- THE TASK
Where a line of the records contains the word "document", show that line.
--- EXTRACTED ENTRIES Enclosed Below ---
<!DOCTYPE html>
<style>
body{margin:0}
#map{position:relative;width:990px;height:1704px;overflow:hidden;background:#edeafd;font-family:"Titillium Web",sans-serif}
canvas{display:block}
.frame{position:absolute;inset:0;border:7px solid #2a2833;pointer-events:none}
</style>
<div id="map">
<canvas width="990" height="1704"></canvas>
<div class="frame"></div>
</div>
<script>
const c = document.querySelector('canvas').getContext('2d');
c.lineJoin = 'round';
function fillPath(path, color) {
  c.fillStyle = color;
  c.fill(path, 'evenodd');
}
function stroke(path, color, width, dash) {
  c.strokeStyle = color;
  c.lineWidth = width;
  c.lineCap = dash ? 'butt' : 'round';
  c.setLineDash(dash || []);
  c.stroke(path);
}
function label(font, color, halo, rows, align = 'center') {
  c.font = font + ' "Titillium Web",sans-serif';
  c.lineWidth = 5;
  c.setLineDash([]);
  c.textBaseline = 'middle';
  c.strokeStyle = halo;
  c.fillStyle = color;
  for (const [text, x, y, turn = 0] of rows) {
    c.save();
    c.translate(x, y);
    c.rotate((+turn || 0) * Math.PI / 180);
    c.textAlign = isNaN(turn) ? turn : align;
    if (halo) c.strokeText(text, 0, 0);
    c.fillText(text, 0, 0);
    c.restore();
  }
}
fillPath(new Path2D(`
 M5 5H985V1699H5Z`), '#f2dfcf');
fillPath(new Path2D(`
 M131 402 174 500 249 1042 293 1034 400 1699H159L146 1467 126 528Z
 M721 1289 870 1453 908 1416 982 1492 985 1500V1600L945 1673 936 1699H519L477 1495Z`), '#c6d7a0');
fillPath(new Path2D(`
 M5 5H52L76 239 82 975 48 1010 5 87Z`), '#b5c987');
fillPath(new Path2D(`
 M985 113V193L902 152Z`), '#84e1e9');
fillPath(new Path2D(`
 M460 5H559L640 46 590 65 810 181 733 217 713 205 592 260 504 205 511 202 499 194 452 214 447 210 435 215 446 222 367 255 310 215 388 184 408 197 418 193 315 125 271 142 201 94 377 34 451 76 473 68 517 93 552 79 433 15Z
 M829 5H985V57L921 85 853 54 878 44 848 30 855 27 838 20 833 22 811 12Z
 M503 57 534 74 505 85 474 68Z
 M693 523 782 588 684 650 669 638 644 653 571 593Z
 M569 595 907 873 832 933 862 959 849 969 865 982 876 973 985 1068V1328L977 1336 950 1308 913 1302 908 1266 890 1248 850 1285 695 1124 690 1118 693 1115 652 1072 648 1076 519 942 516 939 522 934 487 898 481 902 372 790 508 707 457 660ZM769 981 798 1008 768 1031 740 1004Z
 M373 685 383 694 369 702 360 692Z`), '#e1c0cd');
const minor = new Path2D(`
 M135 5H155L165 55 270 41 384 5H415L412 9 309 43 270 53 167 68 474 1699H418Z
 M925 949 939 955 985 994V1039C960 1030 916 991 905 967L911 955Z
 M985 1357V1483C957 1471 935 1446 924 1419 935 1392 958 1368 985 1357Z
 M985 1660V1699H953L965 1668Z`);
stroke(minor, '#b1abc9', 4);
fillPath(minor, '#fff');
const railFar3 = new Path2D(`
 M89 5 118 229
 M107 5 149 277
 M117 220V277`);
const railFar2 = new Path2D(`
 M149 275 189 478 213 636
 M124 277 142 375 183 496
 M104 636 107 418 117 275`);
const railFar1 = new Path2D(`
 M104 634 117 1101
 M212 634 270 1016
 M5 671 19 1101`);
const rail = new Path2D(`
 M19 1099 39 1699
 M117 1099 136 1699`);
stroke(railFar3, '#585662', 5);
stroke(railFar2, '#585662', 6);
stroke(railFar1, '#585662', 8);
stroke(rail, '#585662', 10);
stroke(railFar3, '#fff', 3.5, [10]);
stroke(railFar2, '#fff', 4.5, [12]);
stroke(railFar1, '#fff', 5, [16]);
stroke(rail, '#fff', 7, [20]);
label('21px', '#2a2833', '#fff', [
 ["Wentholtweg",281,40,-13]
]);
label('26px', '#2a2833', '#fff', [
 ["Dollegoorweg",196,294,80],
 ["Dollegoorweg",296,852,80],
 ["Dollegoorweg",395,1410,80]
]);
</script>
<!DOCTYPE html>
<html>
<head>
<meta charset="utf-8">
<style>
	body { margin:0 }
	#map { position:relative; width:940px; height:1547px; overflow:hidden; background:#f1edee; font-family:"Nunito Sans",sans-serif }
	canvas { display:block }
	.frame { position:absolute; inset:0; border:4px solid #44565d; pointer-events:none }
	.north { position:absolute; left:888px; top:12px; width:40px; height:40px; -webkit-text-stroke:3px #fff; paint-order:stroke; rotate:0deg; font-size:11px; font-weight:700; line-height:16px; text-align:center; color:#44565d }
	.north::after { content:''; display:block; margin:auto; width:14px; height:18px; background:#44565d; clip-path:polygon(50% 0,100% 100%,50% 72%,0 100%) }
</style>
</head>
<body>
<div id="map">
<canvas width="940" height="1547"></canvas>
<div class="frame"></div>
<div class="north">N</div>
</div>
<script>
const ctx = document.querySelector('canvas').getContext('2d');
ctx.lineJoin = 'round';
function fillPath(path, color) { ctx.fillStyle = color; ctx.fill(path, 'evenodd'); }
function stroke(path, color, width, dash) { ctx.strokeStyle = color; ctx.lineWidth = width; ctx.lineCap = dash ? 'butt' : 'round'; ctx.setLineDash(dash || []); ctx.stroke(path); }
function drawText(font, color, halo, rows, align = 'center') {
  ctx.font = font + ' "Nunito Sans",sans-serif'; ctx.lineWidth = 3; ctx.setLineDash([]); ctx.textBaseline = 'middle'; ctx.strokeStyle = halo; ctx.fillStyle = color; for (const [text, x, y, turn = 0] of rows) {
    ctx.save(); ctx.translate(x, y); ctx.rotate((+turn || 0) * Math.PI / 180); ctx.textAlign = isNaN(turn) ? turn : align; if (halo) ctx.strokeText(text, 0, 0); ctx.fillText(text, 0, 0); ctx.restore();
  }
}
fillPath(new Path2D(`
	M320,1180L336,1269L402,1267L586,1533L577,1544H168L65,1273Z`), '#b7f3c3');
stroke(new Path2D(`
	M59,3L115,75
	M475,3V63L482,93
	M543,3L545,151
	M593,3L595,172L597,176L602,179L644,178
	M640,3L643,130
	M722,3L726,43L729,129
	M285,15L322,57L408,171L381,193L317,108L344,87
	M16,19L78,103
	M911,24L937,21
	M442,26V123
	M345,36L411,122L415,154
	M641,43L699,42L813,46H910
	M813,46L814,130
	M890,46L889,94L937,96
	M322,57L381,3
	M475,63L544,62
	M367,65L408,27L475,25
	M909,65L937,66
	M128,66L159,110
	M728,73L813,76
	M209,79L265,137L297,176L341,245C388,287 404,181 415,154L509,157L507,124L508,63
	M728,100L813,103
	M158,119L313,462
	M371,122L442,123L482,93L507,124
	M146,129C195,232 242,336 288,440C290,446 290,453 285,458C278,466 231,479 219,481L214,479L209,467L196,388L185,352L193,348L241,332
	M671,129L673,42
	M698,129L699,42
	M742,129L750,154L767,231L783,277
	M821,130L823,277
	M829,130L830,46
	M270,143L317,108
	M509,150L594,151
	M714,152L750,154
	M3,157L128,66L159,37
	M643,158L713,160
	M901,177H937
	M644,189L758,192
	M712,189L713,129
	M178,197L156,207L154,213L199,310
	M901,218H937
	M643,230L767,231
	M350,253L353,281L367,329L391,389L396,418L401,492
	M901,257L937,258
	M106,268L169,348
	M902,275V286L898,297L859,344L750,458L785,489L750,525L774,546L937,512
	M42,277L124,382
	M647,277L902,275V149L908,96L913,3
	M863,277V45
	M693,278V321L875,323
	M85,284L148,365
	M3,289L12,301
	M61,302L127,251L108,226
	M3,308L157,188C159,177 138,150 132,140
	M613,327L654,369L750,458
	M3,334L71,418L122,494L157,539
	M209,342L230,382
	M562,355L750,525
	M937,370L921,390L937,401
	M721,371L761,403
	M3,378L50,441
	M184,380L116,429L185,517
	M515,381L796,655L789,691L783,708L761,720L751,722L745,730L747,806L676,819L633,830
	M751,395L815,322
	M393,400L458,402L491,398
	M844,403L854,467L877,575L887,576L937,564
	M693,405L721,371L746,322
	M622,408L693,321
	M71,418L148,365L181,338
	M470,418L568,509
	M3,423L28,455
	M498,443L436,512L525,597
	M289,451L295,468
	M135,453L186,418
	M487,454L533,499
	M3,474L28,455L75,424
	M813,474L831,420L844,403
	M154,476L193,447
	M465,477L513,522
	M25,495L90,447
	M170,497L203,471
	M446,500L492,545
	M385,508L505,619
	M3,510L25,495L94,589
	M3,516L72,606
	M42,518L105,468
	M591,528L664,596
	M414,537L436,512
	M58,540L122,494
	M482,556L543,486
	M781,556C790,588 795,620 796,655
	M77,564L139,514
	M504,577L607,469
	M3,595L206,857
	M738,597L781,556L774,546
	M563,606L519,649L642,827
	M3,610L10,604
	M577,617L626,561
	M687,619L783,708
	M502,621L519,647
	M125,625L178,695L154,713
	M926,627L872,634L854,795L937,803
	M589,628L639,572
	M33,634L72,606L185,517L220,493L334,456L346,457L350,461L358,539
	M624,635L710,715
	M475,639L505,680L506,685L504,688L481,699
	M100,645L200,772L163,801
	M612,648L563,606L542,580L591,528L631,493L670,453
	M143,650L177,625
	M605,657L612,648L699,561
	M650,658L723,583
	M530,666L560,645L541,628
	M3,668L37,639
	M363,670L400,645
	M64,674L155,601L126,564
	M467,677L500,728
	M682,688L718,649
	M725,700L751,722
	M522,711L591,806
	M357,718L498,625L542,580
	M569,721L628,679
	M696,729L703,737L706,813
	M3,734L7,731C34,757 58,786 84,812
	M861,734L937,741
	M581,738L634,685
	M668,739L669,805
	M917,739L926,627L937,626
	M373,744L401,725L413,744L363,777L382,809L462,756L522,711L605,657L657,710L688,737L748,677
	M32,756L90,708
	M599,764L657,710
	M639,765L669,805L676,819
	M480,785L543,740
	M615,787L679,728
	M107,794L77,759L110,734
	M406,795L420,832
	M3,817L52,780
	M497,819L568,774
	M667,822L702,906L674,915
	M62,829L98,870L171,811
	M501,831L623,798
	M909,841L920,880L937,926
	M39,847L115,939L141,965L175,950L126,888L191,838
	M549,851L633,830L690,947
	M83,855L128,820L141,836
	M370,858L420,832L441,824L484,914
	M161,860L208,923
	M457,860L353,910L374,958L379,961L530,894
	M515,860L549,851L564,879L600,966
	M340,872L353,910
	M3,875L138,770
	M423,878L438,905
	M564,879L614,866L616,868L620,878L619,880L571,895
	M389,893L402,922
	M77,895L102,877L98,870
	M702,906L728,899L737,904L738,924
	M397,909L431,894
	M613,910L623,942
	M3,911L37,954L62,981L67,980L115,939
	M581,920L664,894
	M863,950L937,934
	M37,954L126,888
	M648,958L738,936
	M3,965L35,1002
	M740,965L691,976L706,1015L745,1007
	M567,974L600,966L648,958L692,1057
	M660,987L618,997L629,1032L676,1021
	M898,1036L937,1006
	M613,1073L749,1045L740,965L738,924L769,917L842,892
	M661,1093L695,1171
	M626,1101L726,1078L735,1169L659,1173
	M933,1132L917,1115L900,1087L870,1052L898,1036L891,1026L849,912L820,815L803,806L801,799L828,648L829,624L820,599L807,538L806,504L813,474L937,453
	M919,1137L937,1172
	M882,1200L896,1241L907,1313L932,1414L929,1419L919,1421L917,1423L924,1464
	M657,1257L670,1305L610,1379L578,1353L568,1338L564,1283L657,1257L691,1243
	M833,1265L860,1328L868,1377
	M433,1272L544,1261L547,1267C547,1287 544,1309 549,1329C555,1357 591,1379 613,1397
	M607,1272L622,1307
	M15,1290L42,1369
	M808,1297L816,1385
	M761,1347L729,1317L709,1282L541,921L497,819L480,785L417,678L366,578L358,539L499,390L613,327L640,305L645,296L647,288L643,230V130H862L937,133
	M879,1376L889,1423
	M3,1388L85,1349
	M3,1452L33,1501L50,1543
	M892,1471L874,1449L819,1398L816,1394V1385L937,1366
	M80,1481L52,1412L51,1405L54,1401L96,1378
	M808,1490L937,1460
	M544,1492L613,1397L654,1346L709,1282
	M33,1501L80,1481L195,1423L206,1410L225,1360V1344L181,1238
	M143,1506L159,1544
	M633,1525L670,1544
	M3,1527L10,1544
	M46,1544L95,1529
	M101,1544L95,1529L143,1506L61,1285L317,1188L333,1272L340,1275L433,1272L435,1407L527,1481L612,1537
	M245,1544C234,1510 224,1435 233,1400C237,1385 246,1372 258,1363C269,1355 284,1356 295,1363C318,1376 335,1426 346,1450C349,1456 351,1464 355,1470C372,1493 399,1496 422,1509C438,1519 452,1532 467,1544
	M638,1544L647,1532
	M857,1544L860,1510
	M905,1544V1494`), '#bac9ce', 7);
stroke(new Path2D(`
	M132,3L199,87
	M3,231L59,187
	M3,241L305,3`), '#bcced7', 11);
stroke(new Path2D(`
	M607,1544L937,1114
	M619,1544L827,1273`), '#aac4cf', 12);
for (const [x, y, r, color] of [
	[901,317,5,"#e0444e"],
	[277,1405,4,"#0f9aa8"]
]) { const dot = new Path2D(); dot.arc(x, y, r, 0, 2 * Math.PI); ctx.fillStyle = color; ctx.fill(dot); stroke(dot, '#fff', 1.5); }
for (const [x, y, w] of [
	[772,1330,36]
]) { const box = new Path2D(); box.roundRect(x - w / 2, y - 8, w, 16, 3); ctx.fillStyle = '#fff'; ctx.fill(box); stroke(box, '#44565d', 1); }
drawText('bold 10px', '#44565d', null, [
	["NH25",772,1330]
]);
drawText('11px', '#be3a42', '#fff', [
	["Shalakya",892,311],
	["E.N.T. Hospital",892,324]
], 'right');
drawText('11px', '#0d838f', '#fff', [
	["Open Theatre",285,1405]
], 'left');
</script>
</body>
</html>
--- End of Enclosed EXTRACTED ENTRIES ---
- TASK SOLUTION
const c = document.querySelector('canvas').getContext('2d');
const ctx = document.querySelector('canvas').getContext('2d');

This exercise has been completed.